Затем она спросила, с какого возраста Даша начала изучать русский язык.

– С первого класса, – ответила она, почти не соврав опять. Имея в виду изучение дисциплины «русский язык».

На самом деле, Дашке, как многим из её поколения, русский язык начал вводиться в обиход родителями, в возрасте 4–5 лет. Поначалу в виде заучивания стихов. Все из Пушкина, что она знала наизусть, кроме письма Татьяны, пожалуй, появилось в её памяти именно в этом возрасте.

Затем, около 5 лет, бабушка научила её читать, и наша Даша стала поглощать книги все свободное время. Был в одно время парадокс: она могла декламировать стихи и читать книжки перед детьми в садике, это был уже русскоязычный детсад, но разговаривать с ними она не могла. Бытового владения языком ещё не наработалось.

Зато она могла выразительно рассказать, как «Муря мглою не бакроет», и «У лука-мури дубзи лёный» – её всегда пленяли эти красивые слова, особенно «мглою» и «лёный», загадочно звучащие из дальнего далёка, непонятные, кроме «мури», от слова «муу» (который вполне вписывался в «смысловое содержание», как позже выяснилось, – ну да, ведь ясен же пень, что буря всегда «муря», коли мглою кроет вечное синее небо, и лук тоже – не лучше. А что такое «бакроет» или кто такая «дубзи», это так и осталось неразгаданной тайной детства).

И этот «муря», (то бишь «плохиш») и ему подобные, разрушая всю музыку сфер, опускали далекое небесное к земле, и позволяли трогать, ощупывать, мять и гладить слова, делая своими в доску – на полочке, где стояли Маршак, Барто и другие детские поэты.
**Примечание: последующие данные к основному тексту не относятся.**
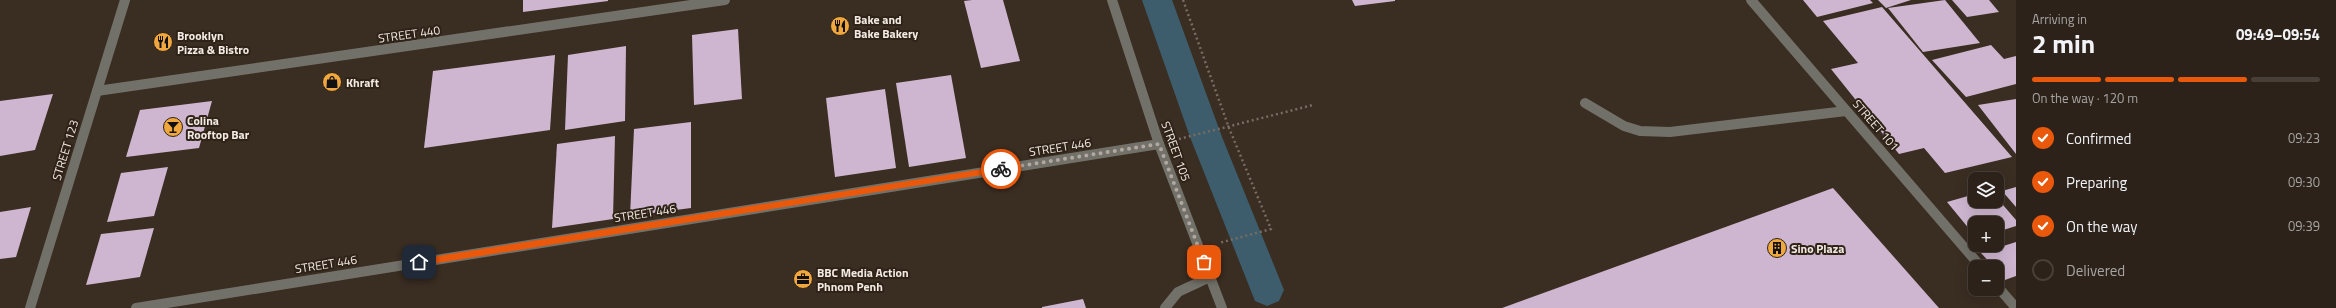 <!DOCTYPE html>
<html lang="en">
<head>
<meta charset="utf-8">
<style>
	:root { --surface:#2c221a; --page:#382f27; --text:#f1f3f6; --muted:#a6a4a2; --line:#483f39; --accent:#ea580c }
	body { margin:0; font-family:"Titillium Web",sans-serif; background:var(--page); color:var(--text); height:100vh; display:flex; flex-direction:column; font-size:15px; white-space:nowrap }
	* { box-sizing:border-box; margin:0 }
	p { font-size:13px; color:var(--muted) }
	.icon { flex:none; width:22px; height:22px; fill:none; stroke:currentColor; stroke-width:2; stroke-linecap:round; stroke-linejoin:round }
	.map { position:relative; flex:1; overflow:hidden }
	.side { display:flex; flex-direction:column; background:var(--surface); width:320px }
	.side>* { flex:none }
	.tools { position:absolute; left:1968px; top:172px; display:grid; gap:8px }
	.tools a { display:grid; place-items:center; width:36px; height:36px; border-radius:8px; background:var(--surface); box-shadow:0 4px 16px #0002,0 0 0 1px var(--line); font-size:20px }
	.pin { position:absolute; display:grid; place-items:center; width:34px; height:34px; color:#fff; margin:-17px; border-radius:8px; box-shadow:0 2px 6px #0006 }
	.courier { position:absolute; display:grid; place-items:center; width:40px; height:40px; margin:-20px; border:3px solid #ea580c; border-radius:50%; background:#fff; color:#222; box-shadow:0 1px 5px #0007 }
	.summary em { font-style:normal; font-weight:700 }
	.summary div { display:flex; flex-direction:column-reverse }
	.summary { display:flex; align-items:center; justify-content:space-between; height:68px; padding:0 16px }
	h1 { font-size:26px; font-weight:700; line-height:30px }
	.bar { display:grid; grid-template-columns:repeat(4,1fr); gap:6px 4px; align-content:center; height:48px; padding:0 16px }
	.bar i { height:5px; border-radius:3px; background:var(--line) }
	.bar .current { background:var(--accent) }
	.bar p { grid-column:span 4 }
	ol { padding:0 16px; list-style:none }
	li { display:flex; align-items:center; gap:12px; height:44px }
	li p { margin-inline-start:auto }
	li .icon { padding:4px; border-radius:50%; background:var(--accent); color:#fff; stroke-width:4 }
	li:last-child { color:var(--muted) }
	li i { width:22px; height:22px; border:2px solid var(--line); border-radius:50% }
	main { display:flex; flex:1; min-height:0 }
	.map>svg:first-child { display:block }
</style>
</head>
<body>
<main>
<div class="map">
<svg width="2016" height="308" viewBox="0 0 2016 308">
	<rect width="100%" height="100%" fill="#3a2d22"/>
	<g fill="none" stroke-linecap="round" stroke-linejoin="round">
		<polygon fill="#3d5d6d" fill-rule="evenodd" points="1142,0 1172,0 1222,137 1284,290 1279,301 1267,306 1255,301 1190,137"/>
	</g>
	<g fill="#ceb6d0">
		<polygon points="523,0 608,0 608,1 523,12"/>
		<polygon points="972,0 1003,0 1020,61 981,68 964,1"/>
		<polygon points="1352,0 1395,0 1395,1 1355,6"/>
		<polygon points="1803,0 1870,0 1873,3 1817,17"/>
		<polygon points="1878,0 1911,0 1886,8"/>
		<polygon points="1945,0 1980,43 1923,52 1888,8"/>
		<polygon points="1952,0 1989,0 1999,12 1967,17"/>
		<polygon points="1882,7 2012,157 1945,173 1924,148 1899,154 1831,69 1858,63 1823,21"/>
		<polygon points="738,29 742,99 694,105 692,35"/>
		<polygon points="1991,45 2004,59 2016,56 2016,84 1966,97 1932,60"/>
		<polygon points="626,46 625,121 565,130 568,55"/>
		<polygon points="555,55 550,130 424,148 433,71"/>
		<polygon points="951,75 966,158 909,167 896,83"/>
		<polygon points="885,89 896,168 835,177 826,98"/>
		<polygon points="53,94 35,150 0,156 0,101"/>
		<polygon points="2016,99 2016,154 1978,105"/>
		<polygon points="212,101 199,148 126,157 140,110"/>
		<polygon points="691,122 691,208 630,216 634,129"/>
		<polygon points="615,136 613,219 552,228 557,144"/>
		<polygon points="168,167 154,216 107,222 121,173"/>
		<polygon points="2016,187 2016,207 2002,191"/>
		<polygon points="1833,188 1939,308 1502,308"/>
		<polygon points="1975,194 1975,201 1997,201 1997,198 2016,220 2016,226 1997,232 1997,223 1975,223 1975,236 1947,202"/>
		<polygon points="31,207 16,257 0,259 0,212"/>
		<polygon points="154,228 140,277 86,285 101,234"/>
		<polygon points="2016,242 2016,276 2005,280 1997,271 1997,267 1994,267 1981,253"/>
		<polygon points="1083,299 1086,308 1042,308 1042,307"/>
	</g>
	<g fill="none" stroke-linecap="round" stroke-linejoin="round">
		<g stroke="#786c63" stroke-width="2.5" stroke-dasharray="2 3" stroke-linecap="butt">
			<polyline points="1183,0 1229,128 1271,229 1219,243"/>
			<polyline points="1179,139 1313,105"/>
		</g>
		<g stroke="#727169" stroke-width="10">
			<polyline points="1112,0 1159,144 1222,308"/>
			<polyline points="1751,0 1981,267"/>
			<polyline points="97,91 725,0"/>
			<polyline points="1585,103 1624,126 1640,131 1670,132 1846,111"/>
			<polyline points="1997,286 2016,308"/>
			<polyline points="30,308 125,0"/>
			<polyline points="136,308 1159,144"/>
			<polyline points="1165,308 1178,292 1210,277"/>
		</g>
	</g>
	<polygon fill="#ea580c" points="1001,166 1004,169 1001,172 419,266 416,262 419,259"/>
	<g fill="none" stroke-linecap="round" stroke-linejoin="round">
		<polyline stroke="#b2a89f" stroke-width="4" stroke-dasharray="0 7.2" points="1001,169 1159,144 1204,262"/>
	</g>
	<defs>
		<symbol id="restaurant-disc" viewBox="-11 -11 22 22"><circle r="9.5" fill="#efa73e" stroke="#2f2318"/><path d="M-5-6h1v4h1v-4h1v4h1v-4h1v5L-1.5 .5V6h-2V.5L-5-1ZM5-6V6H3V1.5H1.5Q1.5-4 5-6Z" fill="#111"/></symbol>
		<symbol id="shop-disc" viewBox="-11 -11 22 22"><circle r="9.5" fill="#efa73e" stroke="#2f2318"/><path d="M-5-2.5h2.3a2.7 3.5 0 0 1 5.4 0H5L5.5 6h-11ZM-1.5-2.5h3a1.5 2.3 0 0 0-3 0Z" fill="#111"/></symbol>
		<symbol id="bar-disc" viewBox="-11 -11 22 22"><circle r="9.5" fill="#efa73e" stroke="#2f2318"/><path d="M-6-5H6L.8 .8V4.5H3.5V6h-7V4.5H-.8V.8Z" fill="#111"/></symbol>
		<symbol id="building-disc" viewBox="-11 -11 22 22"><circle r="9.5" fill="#efa73e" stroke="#2f2318"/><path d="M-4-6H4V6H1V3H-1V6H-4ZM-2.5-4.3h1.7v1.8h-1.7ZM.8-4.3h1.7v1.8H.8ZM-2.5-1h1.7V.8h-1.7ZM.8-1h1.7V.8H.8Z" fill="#111"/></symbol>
		<symbol id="office-disc" viewBox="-11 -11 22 22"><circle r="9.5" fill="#efa73e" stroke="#2f2318"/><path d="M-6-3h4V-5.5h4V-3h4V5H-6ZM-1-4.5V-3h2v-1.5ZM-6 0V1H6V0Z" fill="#111"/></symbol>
	</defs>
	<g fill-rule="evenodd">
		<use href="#restaurant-disc" x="829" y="15" width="22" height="22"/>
		<use href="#restaurant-disc" x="152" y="31" width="22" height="22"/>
		<use href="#shop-disc" x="321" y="71" width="22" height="22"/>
		<use href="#bar-disc" x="162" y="116" width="22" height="22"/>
		<use href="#building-disc" x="1766" y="237" width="22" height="22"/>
		<use href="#office-disc" x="792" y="268" width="22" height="22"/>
	</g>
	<g text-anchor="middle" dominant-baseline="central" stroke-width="4" stroke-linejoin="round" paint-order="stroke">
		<g font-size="12" font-weight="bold" fill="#f3eae3" stroke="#2f2318" text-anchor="start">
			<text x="854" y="19">Bake and<tspan x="854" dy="14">Bake Bakery</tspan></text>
			<text x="177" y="35">Brooklyn<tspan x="177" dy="14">Pizza &amp; Bistro</tspan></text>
			<text x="346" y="82">Khraft</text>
			<text x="187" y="120">Colina<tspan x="187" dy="14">Rooftop Bar</tspan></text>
			<text x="1791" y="248">Sino Plaza</text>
			<text x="817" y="272">BBC Media Action<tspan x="817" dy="14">Phnom Penh</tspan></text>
		</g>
		<g font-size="12" fill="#f3eae3" stroke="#2f2318">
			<text transform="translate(409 34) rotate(-8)">STREET 440</text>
			<text transform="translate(1876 125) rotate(49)">STREET 101</text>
			<text transform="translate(1060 147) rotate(-9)">STREET 446</text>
			<text transform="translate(65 150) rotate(-73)">STREET 123</text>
			<text transform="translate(1176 151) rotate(70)">STREET 105</text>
			<text transform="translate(645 213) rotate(-9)">STREET 446</text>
			<text transform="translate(326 264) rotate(-9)">STREET 446</text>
		</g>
	</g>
</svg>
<div class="tools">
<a><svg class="icon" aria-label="layers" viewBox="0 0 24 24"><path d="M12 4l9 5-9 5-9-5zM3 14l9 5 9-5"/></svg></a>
<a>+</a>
<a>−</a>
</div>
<div class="pin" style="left:1204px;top:262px;background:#ea580c"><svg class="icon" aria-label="bag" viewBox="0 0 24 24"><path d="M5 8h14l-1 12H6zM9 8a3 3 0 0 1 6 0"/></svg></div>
<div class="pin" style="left:419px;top:262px;background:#1f2937"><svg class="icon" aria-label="home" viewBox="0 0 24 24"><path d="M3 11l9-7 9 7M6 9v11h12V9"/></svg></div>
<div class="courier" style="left:1001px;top:169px"><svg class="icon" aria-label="bike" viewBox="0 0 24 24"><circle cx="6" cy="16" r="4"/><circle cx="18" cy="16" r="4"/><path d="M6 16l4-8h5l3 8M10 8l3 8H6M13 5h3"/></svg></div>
</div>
<section class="side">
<div class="summary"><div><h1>2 min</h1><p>Arriving in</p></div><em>09:49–09:54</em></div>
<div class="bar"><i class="current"></i><i class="current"></i><i class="current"></i><i></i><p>On the way · 120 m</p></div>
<ol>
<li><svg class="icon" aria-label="check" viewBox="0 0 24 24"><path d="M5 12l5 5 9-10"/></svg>Confirmed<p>09:23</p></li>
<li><svg class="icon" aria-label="check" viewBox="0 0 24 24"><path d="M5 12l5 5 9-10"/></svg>Preparing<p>09:30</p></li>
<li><svg class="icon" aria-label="check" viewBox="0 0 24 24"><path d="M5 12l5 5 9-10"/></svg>On the way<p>09:39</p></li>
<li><i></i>Delivered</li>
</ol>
</section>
</main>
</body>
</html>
Проза пришла чуть позже, подмяв под себя детское воображение, а повседневный русский язык ещё позднее прокатился на своем могучем велике по гибким извилинам Дашкиного серого вещества, заполонив их, «догнав и перегнав» первый язык по массе слов и конкурируя с ним по объему полученной информации.

И в тот вечер, после зачета по инглишу, Дашка, обнаружив себя в качестве новоявленного билингва, образ которого навсегда запечатлелся в памяти пингвином, стала исследовать себя саму на двуязычие. И, поскольку её назвали «БИ-лингвом», она внутренне разделилась на двух, как минимум, индивидов, которые начали осмысливать этот новый термин, в отношении неё употребленный. И впервые задалась вопросом, какой из языков она может назвать действительно родным, если оба они, являясь основными для неё примерно поровну во времени, не являлись всеобъемлющими – ни один! И вообще, что такое родной язык в глобальном смысле:

1. Тот, который ты знаешь в совершенстве?

2. Тот, на котором думаешь?

3. Или тот, на котором твои предки говорили?

Первый Дашкин «Я-голос» начал уныло: «В совершенстве знать язык – удел гениев и поэтов, меня ж сия чаша миновала, увы». Второй «ТЫ-голос» добавил язвительно: «И думать – тоже не каждому дано, эта чаша тоже, похоже, мимо». И даже третий «ОН-голос» прорезался: «А про предков, – теоретически там может быть такое количество языков, что жизни не хватит изучить все. Вот если прабабка полячка была, так что теперь – польский учить?».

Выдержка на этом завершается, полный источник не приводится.